Any help would be appreciated, and I'll try to keep this thread updated with the progress in case anyone else decides to go this route.


----------



## WaterWheels (Aug 14, 2005)

Any of the E3T pumps will work. You have to pay attention to the inlet and outlet demensions and plan if need be. The middle one has a 12mm inlet which is correct for many VW applications, but does not come with the check valve so you will need to purchase that too. The factory pumps flow ~.750 liters in 30 seconds as far as testing goes. That equates to about 90l/hr so the 110l/hr is fine. $100 would be a good and fair price, where can you find them for that price?


----------



## QuattroChucko (Jun 2, 2008)

Are you certain about the check valve? If you check page 3 of the pdf at the link I posted, it shows a cutaway of E2/E3T pumps which shows that there is a check valve integrated in the delivery side of the pump. 

Thank you very much for the flow rate information, that is a huge help. In my research I had found what I thought to be a cutaway of the stock Bosch pump, and it showed a tooth-ringed pump, so I thought maybe this was a similar inline version. Thank you for confirming that I'm on the right track.

I didn't find a Pierburg branded pump for $100, I found some aftermarket versions for that price. I did find some Pierburg pumps being sold for around $140. I found both of these by doing a google shopping search for the Pierburg part number: 7.21659.70.0. It is probably worth the extra money to get the name brand, though they may all be made in the same Chinese factory now anyways . Here are the links to what I found:

Aftermarket:
eBay
Amazon

Pierburg:
Amazon


----------



## WaterWheels (Aug 14, 2005)

QuattroChucko said:


> Are you certain about the check valve?
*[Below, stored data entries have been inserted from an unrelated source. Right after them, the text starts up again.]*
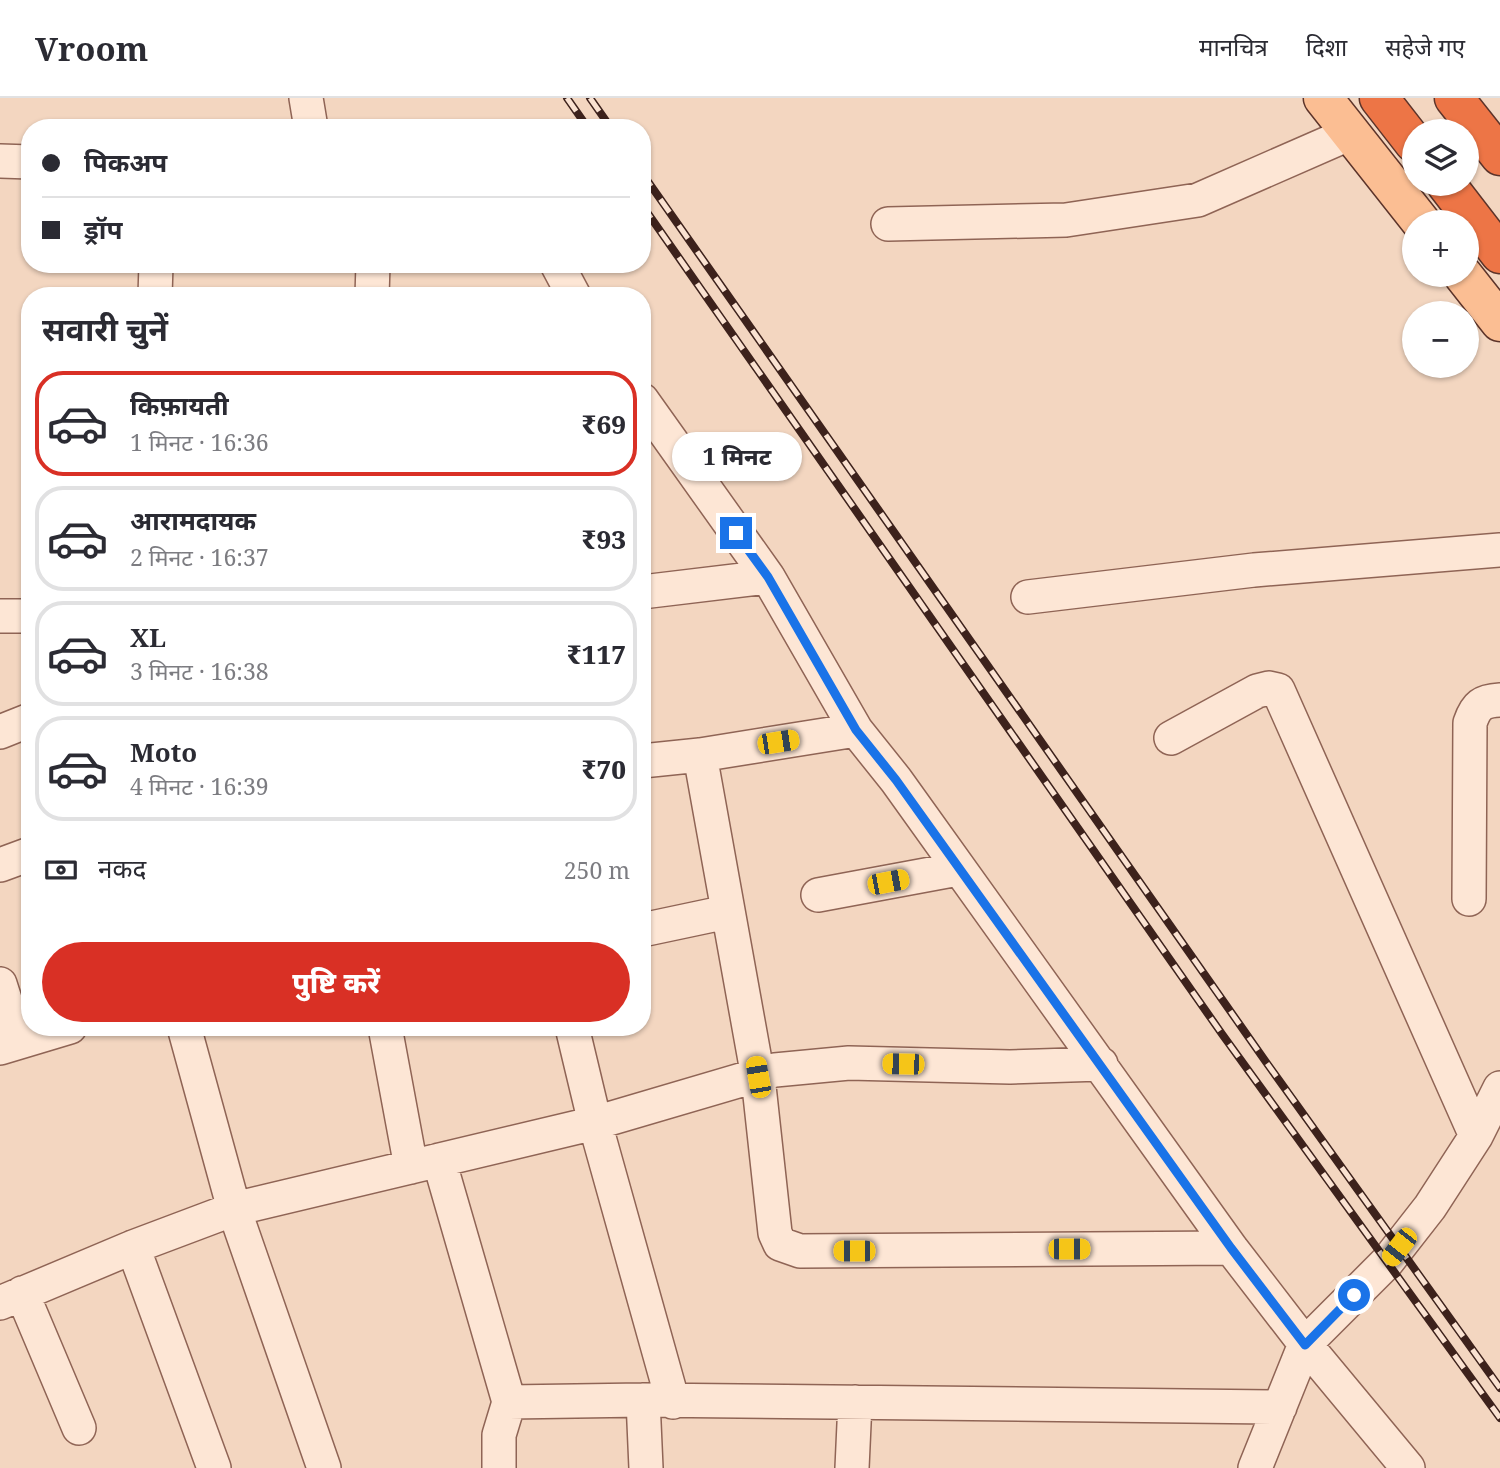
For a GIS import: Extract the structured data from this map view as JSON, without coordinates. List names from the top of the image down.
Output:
{
  "page": {
    "header": "Vroom",
    "nav": ["मानचित्र", "दिशा", "सहेजे गए"],
    "map_buttons": ["+", "−"],
    "banner": ["पिकअप", "ड्रॉप"],
    "heading": "सवारी चुनें",
    "list": [
      {
        "name": "किफ़ायती",
        "note": "1 मिनट · 16:36",
        "value": "₹69"
      },
      {
        "name": "आरामदायक",
        "note": "2 मिनट · 16:37",
        "value": "₹93"
      },
      {
        "name": "XL",
        "note": "3 मिनट · 16:38",
        "value": "₹117"
      },
      {
        "name": "Moto",
        "note": "4 मिनट · 16:39",
        "value": "₹70"
      }
    ],
    "bubble": "1 मिनट",
    "pay": ["नकद", "250 m"],
    "buttons": "पुष्टि करें"
  }
}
If you check page 3 of the pdf at the link I posted, it shows a cutaway of E2/E3T pumps which shows that there is a check valve integrated in the delivery side of the pump.


Didn't look at page three but on page 7 it states the following "Depending on the model, the fuel pump is equipped on the delivery side with a connection equipped with an M10x1 inside thread. Supplied with these fuel pumps is one or several screw-in fittings or these have already been pre-assembled (see Table dimension “D” and the key provided below)." In that table under column "D" it lists fittings D and E come with that pump which are adapters and not check valves. I would not go 100% on what is shown in the cut-away on page three as it could be more or less generic. If you don't want to pay the extra for the check valve, either contact them to be sure or know that a VW one will screw right in and you can get them easy from many places.


----------



## QuattroChucko (Jun 2, 2008)

Well now I feel like a moron for not reading . Thanks again for the help, and I'll report back when I get the pump installed and running.


----------



## QuattroChucko (Jun 2, 2008)

I received confirmation from Pierburg that the 7.21659.70.0 E3T pump has an internal check valve. Bought one for $125 shipped and with any luck I'll have it this weekend. The pictures of the one I bought show the banjo type fitting to be included, so worse comes to worse, I'll have that to fall back on.


----------